Stored data
----------------------------------------

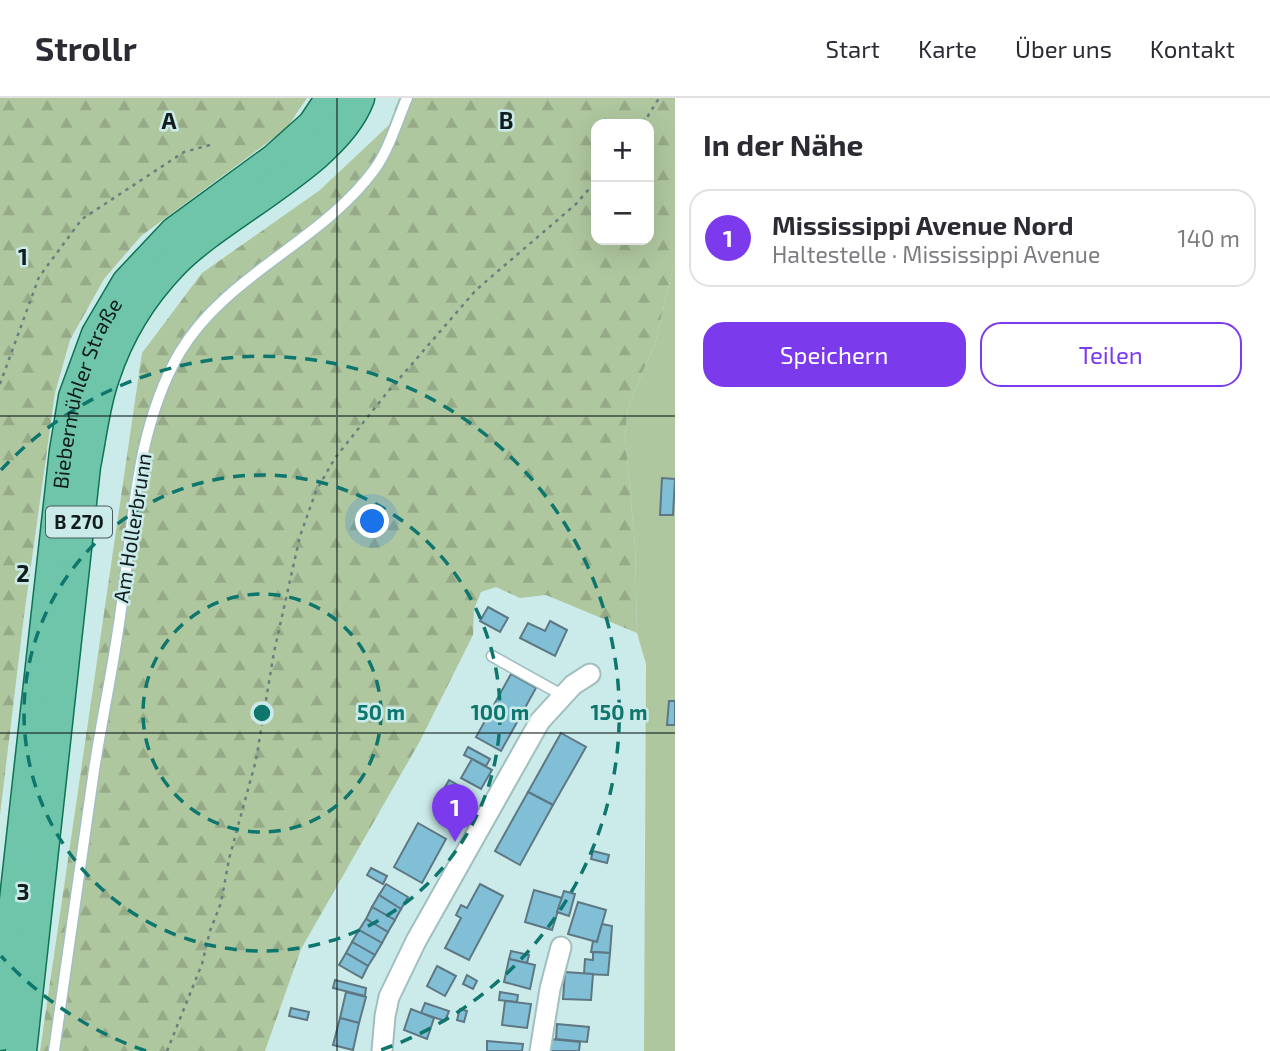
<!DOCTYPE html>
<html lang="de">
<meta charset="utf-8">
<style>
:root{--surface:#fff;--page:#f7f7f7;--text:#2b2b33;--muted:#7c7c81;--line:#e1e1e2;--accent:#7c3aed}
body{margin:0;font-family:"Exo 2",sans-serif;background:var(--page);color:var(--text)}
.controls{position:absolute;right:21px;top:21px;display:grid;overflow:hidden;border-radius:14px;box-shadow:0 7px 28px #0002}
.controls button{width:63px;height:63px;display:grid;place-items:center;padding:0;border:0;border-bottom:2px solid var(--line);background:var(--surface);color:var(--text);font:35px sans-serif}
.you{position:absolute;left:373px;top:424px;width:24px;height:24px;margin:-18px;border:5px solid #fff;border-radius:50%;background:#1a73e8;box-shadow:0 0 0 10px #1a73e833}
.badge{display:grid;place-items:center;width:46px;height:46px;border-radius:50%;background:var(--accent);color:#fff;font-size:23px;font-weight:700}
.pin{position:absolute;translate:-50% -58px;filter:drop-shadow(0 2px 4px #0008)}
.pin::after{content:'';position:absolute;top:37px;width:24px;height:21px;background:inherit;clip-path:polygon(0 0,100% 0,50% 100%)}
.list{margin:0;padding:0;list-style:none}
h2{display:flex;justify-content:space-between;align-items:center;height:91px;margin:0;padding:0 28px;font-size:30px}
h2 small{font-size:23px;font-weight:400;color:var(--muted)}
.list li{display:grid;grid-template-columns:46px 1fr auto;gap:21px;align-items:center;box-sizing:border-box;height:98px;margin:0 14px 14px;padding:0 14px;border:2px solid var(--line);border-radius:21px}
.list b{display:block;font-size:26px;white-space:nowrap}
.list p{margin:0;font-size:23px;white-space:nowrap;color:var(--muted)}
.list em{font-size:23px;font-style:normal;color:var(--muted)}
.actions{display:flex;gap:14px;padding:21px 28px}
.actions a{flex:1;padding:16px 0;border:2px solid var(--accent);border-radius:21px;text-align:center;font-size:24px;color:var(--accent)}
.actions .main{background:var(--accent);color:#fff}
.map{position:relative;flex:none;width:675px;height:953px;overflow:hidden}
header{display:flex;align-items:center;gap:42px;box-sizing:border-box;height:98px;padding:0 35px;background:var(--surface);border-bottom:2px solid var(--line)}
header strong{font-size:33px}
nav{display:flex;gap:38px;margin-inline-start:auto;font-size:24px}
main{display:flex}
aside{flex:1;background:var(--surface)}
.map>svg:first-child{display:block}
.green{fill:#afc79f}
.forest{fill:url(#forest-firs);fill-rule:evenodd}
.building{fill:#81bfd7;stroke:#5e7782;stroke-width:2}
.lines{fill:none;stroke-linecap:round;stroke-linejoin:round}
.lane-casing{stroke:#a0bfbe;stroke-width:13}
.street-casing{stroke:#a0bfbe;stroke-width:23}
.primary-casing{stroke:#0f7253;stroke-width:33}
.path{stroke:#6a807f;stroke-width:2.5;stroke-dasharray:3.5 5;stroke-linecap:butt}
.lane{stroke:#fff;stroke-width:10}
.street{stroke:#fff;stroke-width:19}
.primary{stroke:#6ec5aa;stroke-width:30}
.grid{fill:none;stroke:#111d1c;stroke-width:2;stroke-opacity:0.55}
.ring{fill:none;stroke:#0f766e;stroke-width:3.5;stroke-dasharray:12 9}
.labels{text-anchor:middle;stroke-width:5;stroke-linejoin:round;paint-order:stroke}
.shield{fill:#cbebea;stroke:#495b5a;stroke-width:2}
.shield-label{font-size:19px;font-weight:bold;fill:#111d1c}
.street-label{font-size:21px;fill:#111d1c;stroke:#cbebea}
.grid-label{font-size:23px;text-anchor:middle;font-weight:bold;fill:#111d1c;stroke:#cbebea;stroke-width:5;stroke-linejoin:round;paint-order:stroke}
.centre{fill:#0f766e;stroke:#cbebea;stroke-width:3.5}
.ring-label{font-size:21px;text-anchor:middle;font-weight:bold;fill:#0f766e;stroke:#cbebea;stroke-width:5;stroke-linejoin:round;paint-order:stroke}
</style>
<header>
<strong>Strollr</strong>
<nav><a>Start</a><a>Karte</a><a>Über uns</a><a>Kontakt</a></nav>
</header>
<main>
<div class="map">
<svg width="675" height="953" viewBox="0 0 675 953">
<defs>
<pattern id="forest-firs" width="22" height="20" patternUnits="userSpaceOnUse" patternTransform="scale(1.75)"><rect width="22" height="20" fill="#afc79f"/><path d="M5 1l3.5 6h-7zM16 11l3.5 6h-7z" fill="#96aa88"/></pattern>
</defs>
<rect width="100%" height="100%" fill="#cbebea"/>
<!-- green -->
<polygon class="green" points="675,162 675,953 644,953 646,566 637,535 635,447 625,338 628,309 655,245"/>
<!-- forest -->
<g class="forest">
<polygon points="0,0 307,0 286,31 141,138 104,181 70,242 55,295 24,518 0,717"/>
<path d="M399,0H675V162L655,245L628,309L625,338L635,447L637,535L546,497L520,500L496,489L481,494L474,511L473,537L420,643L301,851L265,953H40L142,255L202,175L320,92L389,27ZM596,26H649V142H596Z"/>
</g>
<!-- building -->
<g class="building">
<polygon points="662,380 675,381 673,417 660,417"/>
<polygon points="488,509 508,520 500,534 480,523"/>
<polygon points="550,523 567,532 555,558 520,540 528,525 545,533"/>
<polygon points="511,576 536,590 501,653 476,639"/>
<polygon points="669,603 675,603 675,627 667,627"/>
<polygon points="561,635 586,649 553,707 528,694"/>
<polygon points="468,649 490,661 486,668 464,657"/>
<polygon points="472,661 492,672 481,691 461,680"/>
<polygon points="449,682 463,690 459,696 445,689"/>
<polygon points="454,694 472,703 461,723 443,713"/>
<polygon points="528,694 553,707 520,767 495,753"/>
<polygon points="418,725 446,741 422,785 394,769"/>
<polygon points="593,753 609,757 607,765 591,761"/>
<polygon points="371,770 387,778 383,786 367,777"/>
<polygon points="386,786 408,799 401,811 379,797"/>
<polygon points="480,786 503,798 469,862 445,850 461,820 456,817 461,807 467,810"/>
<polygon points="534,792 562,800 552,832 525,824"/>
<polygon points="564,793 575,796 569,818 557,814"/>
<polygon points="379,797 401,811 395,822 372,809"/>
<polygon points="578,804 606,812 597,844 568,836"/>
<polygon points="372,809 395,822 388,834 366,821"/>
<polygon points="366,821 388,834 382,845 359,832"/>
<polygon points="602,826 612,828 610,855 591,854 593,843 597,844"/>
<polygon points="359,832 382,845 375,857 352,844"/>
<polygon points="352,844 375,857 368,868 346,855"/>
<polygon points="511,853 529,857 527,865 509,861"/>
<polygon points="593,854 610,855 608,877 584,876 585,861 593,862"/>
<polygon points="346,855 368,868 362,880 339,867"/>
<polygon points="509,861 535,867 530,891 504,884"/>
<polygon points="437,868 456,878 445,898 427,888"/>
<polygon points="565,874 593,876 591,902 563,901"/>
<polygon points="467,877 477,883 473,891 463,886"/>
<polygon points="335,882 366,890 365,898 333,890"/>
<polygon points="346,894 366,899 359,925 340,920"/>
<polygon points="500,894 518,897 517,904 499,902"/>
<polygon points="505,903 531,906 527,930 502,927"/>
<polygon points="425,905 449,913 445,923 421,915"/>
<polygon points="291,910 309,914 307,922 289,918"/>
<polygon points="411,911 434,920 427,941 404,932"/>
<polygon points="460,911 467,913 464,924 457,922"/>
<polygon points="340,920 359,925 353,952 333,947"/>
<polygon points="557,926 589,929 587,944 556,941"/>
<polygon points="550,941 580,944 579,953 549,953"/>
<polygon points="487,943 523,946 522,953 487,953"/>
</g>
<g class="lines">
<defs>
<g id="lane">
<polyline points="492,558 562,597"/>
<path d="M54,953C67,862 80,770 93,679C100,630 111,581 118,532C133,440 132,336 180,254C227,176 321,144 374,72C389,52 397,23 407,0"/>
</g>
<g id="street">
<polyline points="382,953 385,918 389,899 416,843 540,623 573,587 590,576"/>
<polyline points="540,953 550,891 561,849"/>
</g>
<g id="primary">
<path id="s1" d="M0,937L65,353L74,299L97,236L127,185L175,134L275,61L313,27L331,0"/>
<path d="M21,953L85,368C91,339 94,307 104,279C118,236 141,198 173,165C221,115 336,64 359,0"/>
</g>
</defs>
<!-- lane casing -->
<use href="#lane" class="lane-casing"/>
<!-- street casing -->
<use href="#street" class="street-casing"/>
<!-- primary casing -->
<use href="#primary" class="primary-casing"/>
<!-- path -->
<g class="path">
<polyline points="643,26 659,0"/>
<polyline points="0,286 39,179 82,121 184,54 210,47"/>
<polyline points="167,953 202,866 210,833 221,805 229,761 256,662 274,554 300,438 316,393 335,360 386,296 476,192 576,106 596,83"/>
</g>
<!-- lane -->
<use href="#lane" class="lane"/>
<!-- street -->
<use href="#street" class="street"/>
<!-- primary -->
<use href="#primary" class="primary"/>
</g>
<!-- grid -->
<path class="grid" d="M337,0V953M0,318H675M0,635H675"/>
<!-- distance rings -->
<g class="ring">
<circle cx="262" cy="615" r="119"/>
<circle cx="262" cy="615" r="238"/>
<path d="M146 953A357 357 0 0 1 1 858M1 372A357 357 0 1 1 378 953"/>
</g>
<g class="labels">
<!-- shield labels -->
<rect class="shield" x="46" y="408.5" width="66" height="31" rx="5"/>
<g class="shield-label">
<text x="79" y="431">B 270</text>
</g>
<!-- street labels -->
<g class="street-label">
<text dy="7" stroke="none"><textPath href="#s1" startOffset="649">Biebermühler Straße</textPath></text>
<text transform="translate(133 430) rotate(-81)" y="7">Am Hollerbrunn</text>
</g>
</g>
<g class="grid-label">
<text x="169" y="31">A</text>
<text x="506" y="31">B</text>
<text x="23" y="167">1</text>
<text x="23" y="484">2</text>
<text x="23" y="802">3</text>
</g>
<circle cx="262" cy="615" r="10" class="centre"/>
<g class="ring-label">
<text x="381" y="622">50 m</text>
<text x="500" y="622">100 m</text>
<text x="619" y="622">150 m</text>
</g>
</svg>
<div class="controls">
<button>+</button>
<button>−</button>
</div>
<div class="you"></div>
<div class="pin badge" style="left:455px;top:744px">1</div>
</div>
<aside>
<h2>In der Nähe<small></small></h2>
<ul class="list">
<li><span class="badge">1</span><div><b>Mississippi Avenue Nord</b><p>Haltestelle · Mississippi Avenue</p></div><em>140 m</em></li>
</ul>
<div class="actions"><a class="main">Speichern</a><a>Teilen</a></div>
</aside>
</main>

----------------------------------------

— About this exercise —
Return all lines in the data that include the word "position".

— Answer to this task —
.controls{position:absolute;right:21px;top:21px;display:grid;overflow:hidden;border-radius:14px;box-shadow:0 7px 28px #0002}
.you{position:absolute;left:373px;top:424px;width:24px;height:24px;margin:-18px;border:5px solid #fff;border-radius:50%;background:#1a73e8;box-shadow:0 0 0 10px #1a73e833}
.pin{position:absolute;translate:-50% -58px;filter:drop-shadow(0 2px 4px #0008)}
.pin::after{content:'';position:absolute;top:37px;width:24px;height:21px;background:inherit;clip-path:polygon(0 0,100% 0,50% 100%)}
.map{position:relative;flex:none;width:675px;height:953px;overflow:hidden}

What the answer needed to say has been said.